• [TASK OBJECTIVE] Return the line that has "Map reading. Give" and all lines below it through the last, exactly as they stand; omit pictures.
== PROVIDED DATA ==
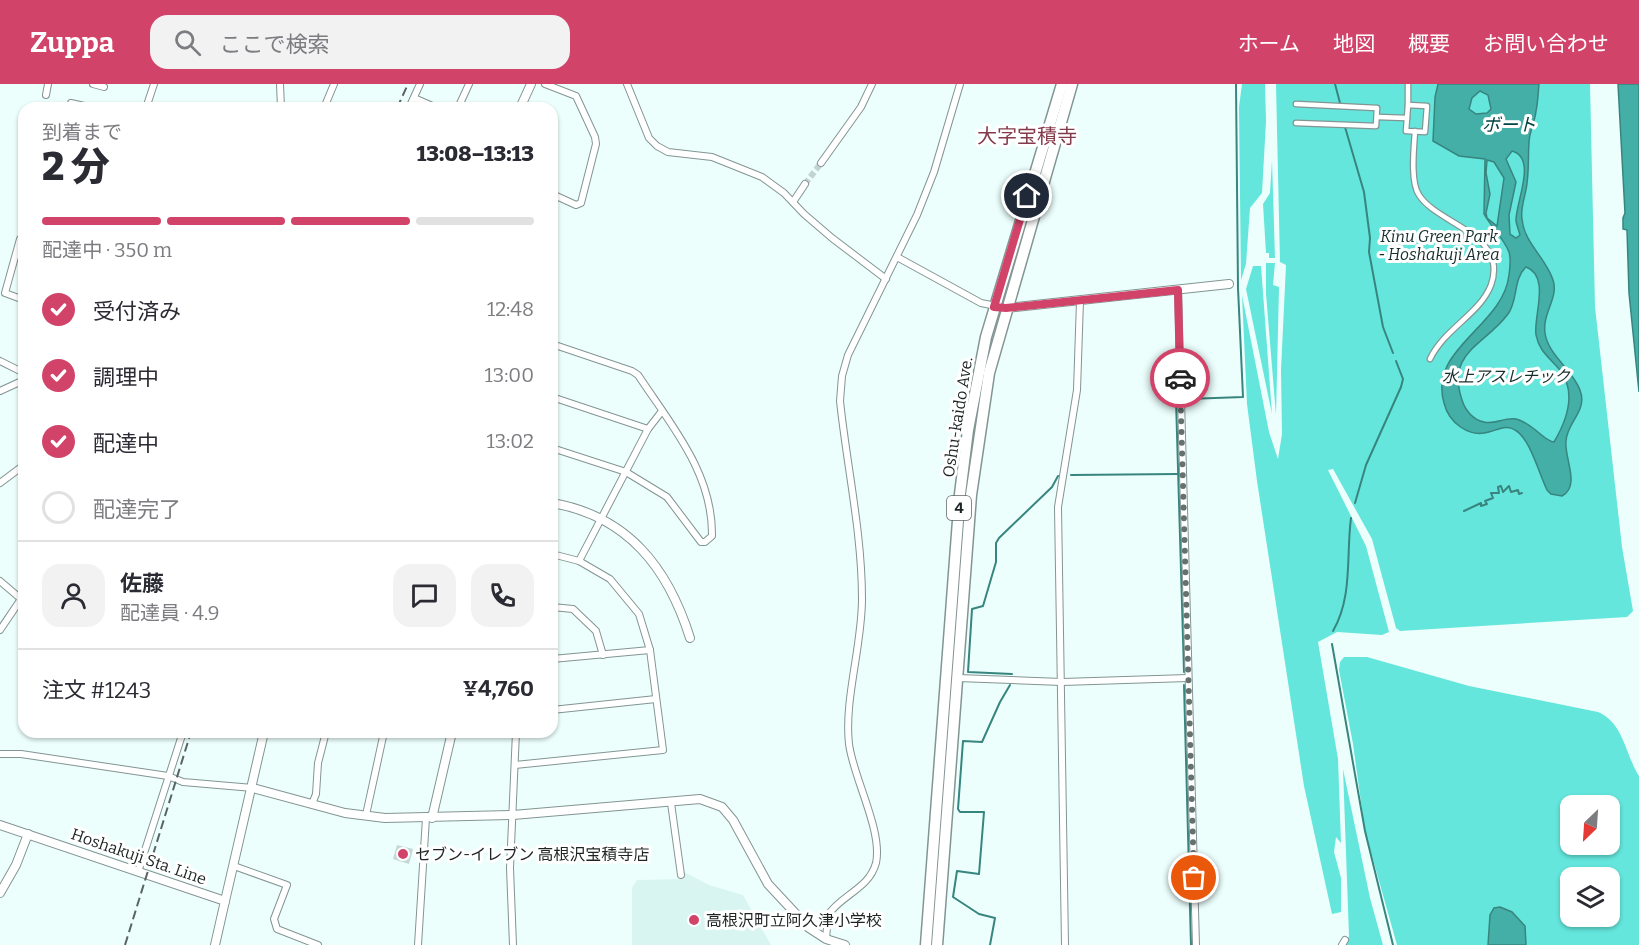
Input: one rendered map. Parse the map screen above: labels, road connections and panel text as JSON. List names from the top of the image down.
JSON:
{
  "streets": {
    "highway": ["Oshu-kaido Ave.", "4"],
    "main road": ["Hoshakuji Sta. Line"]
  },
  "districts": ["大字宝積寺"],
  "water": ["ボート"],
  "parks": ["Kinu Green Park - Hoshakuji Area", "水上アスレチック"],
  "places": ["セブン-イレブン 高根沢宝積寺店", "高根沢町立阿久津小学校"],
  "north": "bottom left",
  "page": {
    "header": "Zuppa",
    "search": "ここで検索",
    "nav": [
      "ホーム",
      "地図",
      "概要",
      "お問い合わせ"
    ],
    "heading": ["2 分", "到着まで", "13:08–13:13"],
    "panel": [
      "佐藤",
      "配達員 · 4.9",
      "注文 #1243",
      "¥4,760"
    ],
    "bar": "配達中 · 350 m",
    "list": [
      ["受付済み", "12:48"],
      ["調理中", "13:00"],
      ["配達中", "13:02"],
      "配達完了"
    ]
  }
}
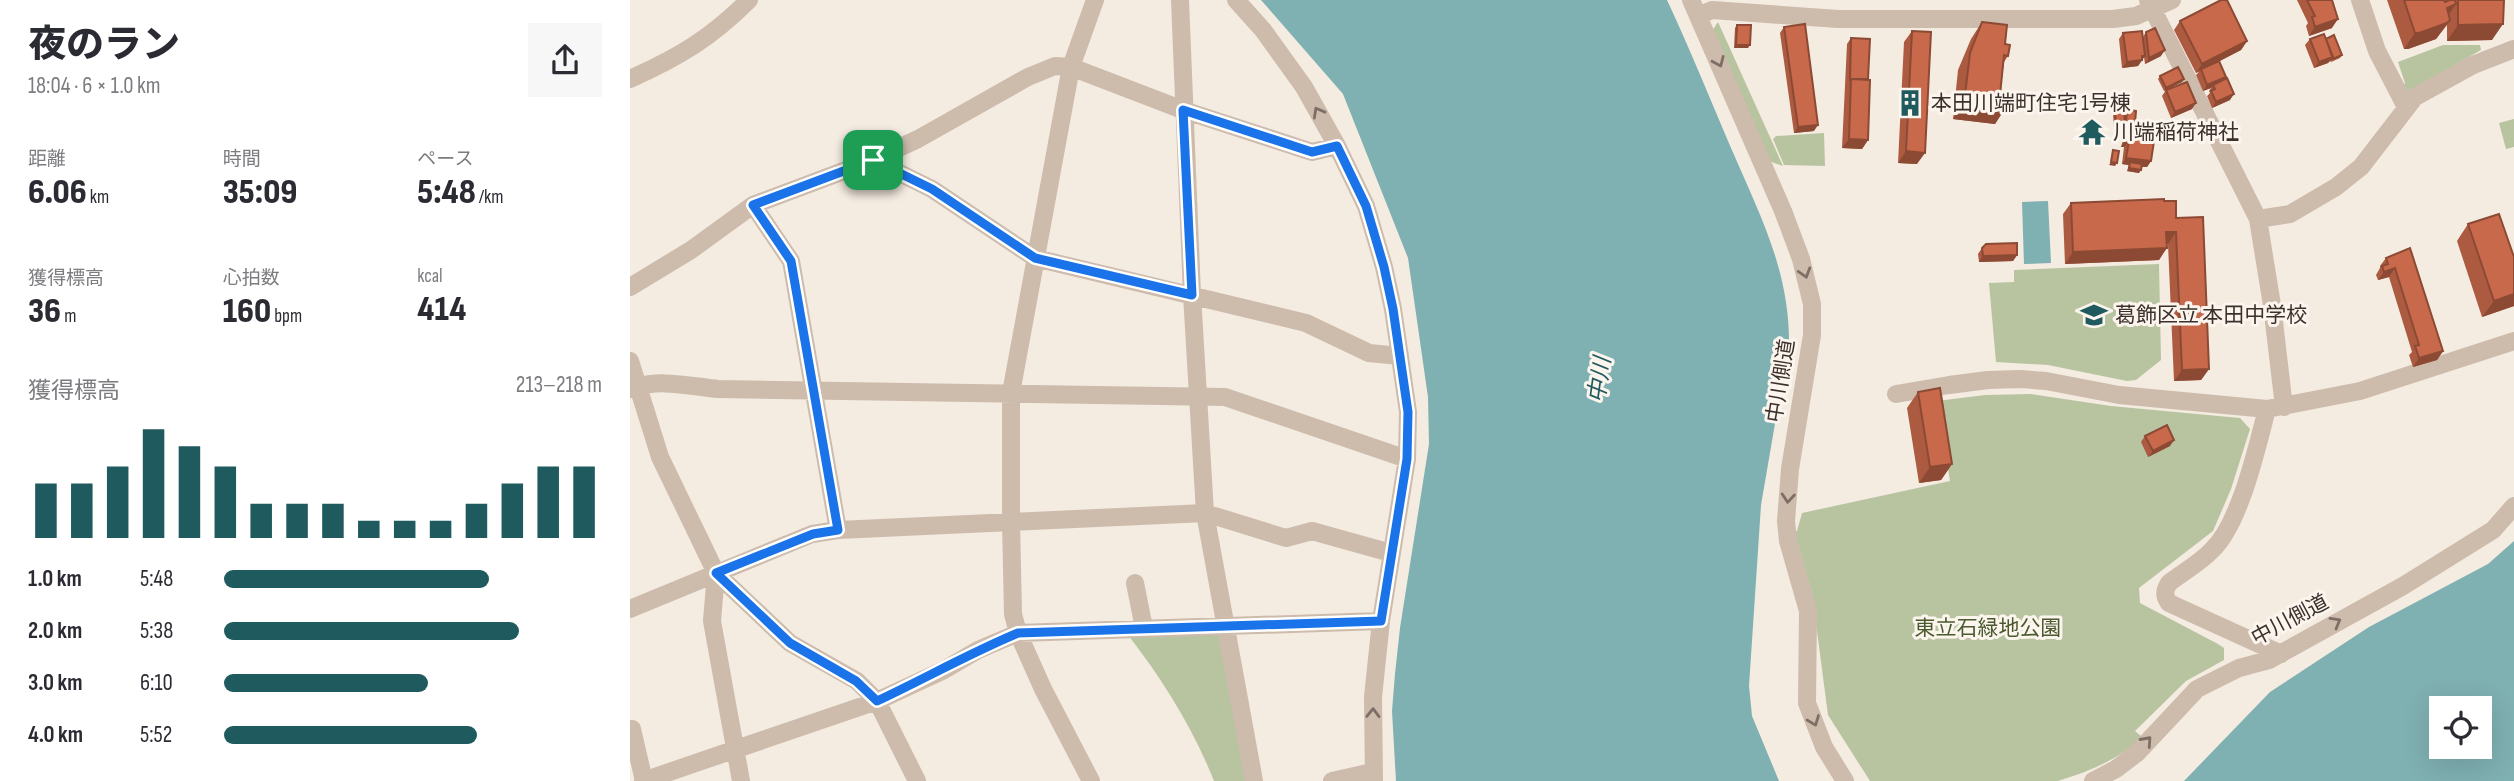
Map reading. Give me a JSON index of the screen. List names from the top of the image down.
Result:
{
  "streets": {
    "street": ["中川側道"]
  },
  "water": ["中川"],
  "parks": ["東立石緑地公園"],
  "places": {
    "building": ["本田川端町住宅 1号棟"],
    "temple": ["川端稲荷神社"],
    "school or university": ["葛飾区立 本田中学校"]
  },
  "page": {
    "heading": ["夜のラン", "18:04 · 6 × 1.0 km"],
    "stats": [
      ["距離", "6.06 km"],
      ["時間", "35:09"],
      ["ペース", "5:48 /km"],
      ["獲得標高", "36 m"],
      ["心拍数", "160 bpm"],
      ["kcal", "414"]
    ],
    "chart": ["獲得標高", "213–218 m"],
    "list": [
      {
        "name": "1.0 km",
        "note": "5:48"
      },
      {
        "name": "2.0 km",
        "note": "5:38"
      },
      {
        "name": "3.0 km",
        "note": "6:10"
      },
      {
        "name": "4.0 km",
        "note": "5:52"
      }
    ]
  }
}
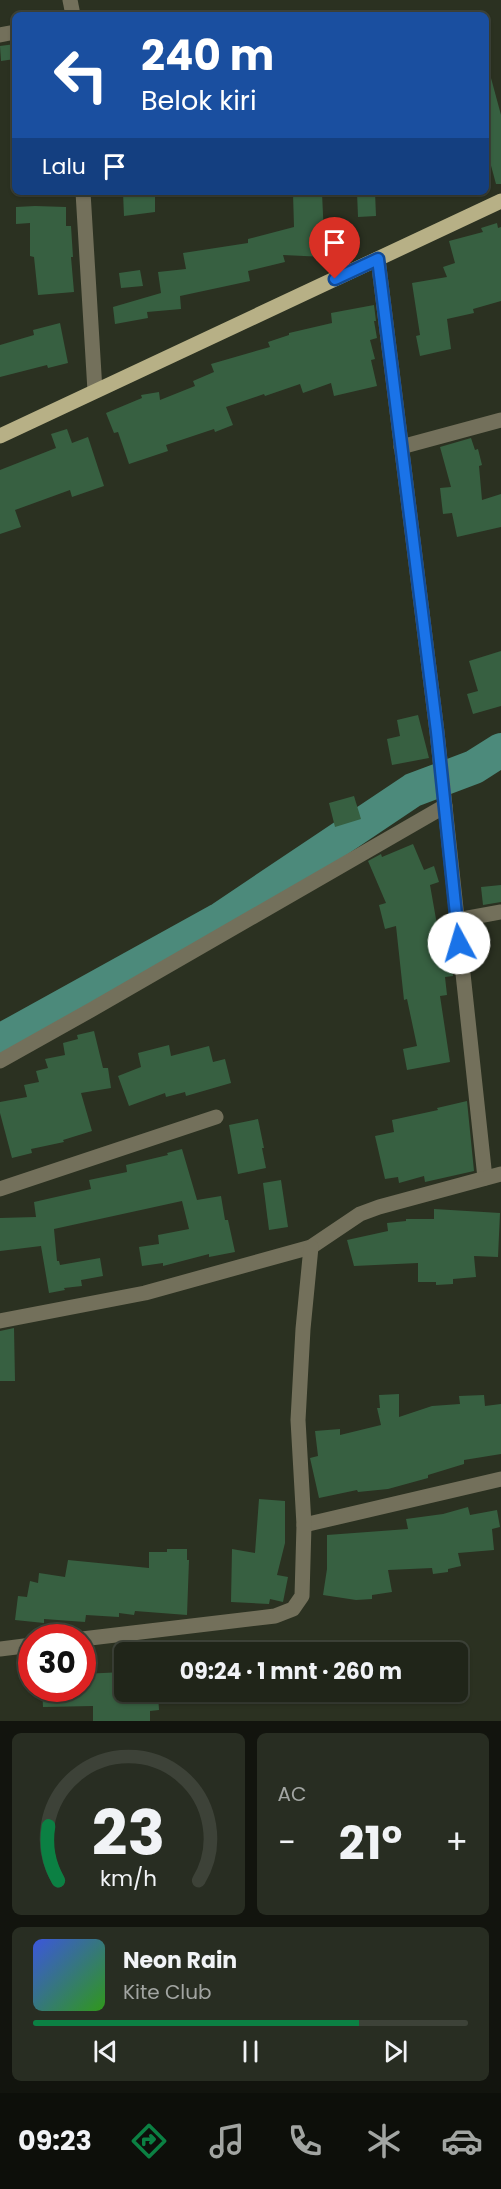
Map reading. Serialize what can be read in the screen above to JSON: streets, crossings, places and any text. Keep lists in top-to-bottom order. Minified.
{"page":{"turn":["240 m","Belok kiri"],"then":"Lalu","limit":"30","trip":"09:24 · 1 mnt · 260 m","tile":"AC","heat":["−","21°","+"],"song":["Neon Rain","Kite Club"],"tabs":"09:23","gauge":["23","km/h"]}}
===
• [RESULT OF THIS TASK]
Map reading. Give me a JSON index of the screen. List names from the top of the image down.
Result:
{
  "streets": {
    "street": ["中川側道"]
  },
  "water": ["中川"],
  "parks": ["東立石緑地公園"],
  "places": {
    "building": ["本田川端町住宅 1号棟"],
    "temple": ["川端稲荷神社"],
    "school or university": ["葛飾区立 本田中学校"]
  },
  "page": {
    "heading": ["夜のラン", "18:04 · 6 × 1.0 km"],
    "stats": [
      ["距離", "6.06 km"],
      ["時間", "35:09"],
      ["ペース", "5:48 /km"],
      ["獲得標高", "36 m"],
      ["心拍数", "160 bpm"],
      ["kcal", "414"]
    ],
    "chart": ["獲得標高", "213–218 m"],
    "list": [
      {
        "name": "1.0 km",
        "note": "5:48"
      },
      {
        "name": "2.0 km",
        "note": "5:38"
      },
      {
        "name": "3.0 km",
        "note": "6:10"
      },
      {
        "name": "4.0 km",
        "note": "5:52"
      }
    ]
  }
}
Map reading. Serialize what can be read in the screen above to JSON: streets, crossings, places and any text. Keep lists in top-to-bottom order. Minified.
{"page":{"turn":["240 m","Belok kiri"],"then":"Lalu","limit":"30","trip":"09:24 · 1 mnt · 260 m","tile":"AC","heat":["−","21°","+"],"song":["Neon Rain","Kite Club"],"tabs":"09:23","gauge":["23","km/h"]}}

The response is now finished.